Yanlışa yanlış diyelim, edepsizliğe dur diyelim, çirkin sözleri lanetleyelim… Evet gazeteci Sedef Kabaş’ın Cumhurbaşkanı Erdoğan’ı hedef alan sözleri eleştiri sınırlarını aşan hadsiz ifadelerdir! “Gavur gavurluğunu yapıyor! Peki biz ne yapıyoruz?”
Kaçma şüphesi yokken, davet edilse gelecekken, “hareket suçundan” gece yarısı 2’de gözaltı işlemi yapmak, jet hızıyla tutuklama kararı çıkarmak “devletin güç gösterisinden” başka bir şey değildir. Devletin gücünü göstereceği alanlar burası olmamalıdır.
Epey süredir tutuklama maalesef bir tedbir olmanın ötesinde cezalandırma aracına dönüştü. Yatarı olmayan bir suçtan bir gazeteci hakkında tutuklama kararı verilmesi çok yanlış.
Yargı siyasetin sopası olmamalı. Bu hem yargı hem de siyaset makamına yapılacak en büyük kötülüktür. Tayyip Beye bir kötülük yapılıyorsa en büyük kötülük ortaya çıkan bu tablodur.
Minik Serçenin Cesur Yüreği
Bir dönem “Minik Serçenin Cesur Yüreği” diye manşetler atan gazeteler şimdi “O dili koparmak görevimiz” diye manşetler atıyor.
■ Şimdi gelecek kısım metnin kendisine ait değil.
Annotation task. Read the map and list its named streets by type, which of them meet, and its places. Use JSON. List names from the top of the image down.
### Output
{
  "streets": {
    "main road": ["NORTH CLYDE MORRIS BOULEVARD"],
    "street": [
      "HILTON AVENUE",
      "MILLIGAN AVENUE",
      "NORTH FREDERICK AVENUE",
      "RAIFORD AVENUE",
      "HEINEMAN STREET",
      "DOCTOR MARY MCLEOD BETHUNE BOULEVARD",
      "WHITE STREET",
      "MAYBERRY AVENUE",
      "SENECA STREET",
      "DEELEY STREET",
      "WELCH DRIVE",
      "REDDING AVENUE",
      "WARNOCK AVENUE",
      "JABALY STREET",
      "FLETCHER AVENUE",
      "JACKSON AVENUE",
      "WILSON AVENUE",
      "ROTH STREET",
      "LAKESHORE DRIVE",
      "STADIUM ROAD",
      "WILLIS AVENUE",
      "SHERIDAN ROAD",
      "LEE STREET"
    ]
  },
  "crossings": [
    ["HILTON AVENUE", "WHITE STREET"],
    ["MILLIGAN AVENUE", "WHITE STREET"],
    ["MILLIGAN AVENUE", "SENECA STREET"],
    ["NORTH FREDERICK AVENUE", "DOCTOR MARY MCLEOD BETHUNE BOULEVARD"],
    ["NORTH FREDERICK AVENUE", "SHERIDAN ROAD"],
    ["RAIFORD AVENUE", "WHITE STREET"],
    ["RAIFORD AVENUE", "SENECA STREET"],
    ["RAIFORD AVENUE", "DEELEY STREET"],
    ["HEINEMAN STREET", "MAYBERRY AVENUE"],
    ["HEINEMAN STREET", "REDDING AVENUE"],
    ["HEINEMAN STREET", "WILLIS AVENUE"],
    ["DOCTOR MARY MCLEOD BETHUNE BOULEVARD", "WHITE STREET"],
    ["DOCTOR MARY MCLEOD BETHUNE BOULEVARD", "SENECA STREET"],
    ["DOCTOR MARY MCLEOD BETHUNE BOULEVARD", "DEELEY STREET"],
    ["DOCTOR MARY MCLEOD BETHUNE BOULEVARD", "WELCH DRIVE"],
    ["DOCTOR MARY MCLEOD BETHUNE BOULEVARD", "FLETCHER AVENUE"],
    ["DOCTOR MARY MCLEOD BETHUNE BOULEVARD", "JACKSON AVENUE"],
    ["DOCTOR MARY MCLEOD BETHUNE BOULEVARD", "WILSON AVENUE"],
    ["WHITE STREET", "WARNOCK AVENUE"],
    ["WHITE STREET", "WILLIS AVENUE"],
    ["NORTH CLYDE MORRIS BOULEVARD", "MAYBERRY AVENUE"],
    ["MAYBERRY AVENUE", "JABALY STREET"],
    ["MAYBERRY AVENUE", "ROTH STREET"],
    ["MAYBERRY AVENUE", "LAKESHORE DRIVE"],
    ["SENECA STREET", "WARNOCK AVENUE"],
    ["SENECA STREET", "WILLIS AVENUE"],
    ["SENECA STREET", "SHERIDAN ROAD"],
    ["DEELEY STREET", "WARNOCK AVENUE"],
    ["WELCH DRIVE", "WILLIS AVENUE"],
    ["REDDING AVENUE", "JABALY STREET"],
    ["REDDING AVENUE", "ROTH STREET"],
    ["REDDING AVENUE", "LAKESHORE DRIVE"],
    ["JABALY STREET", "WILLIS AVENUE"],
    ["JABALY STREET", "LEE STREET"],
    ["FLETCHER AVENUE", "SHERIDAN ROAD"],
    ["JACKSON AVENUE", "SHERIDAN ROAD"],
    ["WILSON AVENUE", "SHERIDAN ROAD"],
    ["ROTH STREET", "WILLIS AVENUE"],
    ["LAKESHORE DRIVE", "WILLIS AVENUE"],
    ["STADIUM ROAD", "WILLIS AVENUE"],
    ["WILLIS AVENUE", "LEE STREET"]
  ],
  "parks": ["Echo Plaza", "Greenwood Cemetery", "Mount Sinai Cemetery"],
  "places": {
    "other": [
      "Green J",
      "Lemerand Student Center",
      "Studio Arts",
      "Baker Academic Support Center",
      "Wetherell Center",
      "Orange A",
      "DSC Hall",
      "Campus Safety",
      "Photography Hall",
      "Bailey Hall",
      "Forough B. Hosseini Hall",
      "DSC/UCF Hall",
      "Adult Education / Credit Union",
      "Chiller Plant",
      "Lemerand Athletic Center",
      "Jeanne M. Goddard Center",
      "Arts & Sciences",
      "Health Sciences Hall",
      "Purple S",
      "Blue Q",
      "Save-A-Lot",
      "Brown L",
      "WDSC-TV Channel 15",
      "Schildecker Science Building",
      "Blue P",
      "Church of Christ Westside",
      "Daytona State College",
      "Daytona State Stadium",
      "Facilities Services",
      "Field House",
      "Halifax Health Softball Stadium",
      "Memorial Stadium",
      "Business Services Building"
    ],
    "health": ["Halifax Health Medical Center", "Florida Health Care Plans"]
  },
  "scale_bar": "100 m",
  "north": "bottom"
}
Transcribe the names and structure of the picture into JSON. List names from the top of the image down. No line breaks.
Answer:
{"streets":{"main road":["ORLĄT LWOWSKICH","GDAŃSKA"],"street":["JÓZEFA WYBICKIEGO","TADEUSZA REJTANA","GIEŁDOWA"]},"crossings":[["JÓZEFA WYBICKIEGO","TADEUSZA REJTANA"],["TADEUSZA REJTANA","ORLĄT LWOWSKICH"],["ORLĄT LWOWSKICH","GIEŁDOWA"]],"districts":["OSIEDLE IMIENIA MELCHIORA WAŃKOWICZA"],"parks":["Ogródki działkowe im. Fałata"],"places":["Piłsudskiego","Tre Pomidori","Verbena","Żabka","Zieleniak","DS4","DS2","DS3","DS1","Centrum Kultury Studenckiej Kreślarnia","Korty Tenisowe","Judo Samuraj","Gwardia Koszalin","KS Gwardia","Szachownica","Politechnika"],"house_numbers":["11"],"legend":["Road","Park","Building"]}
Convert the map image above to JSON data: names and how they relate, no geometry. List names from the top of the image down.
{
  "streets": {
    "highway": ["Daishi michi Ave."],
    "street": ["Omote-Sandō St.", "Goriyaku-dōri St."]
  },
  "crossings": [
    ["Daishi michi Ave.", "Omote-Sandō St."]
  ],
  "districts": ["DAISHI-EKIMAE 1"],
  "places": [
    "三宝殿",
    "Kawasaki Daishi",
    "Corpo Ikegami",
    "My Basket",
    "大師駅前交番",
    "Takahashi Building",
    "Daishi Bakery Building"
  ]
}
Üzülüyoruz gerçekten çok üzülüyoruz…
Onca akçeli işe karışacaksın, Allah’ın kelamını “Bakara-makara” diye alaya alacaksın, ödül olarak da büyükelçi olarak atanacaksın. Bu aymazlığa karşı tek kelime etmeyen MHP Genel Başkanı Devlet Bahçeli, Sezen Aksu’ya demedik laf bırakmıyor. Bakın neler diyor; “Mesela yazdığı ucube bir şarkının sözleri arasında Hazreti Adem ve Hazreti Havva'ya cahil diyen sorumsuz bir sanatçının bindiği sefalet hali cehalet çukurunun açık seçik ortadadır. O sanatçıya diyorum ki, serçeysen serçeliğini bil kuzgunluğa heves etme.”
Birileri de kalkmış “aslında şarkı sözünde o manaya gelen bir şey yok” diyerek izahatta bulunmaya çalışıyorlar. Bu konuda izahatta bulunmak bile ayrı bir garabet! Onca aklı başında diye bildiğimiz adam benzer minvalde şeyler söyleyerek aynı kayığa binmiş freni patlamış kamyon gibi adeta uçuruma sürükleniyorlar.
“Farkılılığımız zaaf değil zenginlik” diyen bir anlayışın bu noktaya gelmiş olması o kadar insanı mahcup ediyor ki birebir şahidiyim. Sezen Aksu meselesinde birebir sohbetlerde konuşulanları bir duysanız…“Sussam gönül razı değil konuşsam tesiri yok” ülke maalesef birçok konuda tam olarak böylesi bir çıkmaza sürüklenmiş durumda. Birisi de çıkıp; “Biz ne zaman birbirimize böyle düşman olduk? İçimizde bu kadar enaniyeti, fenalığı, hasedi ve ihtirası ne ara biriktirdik?” diye sormuyor.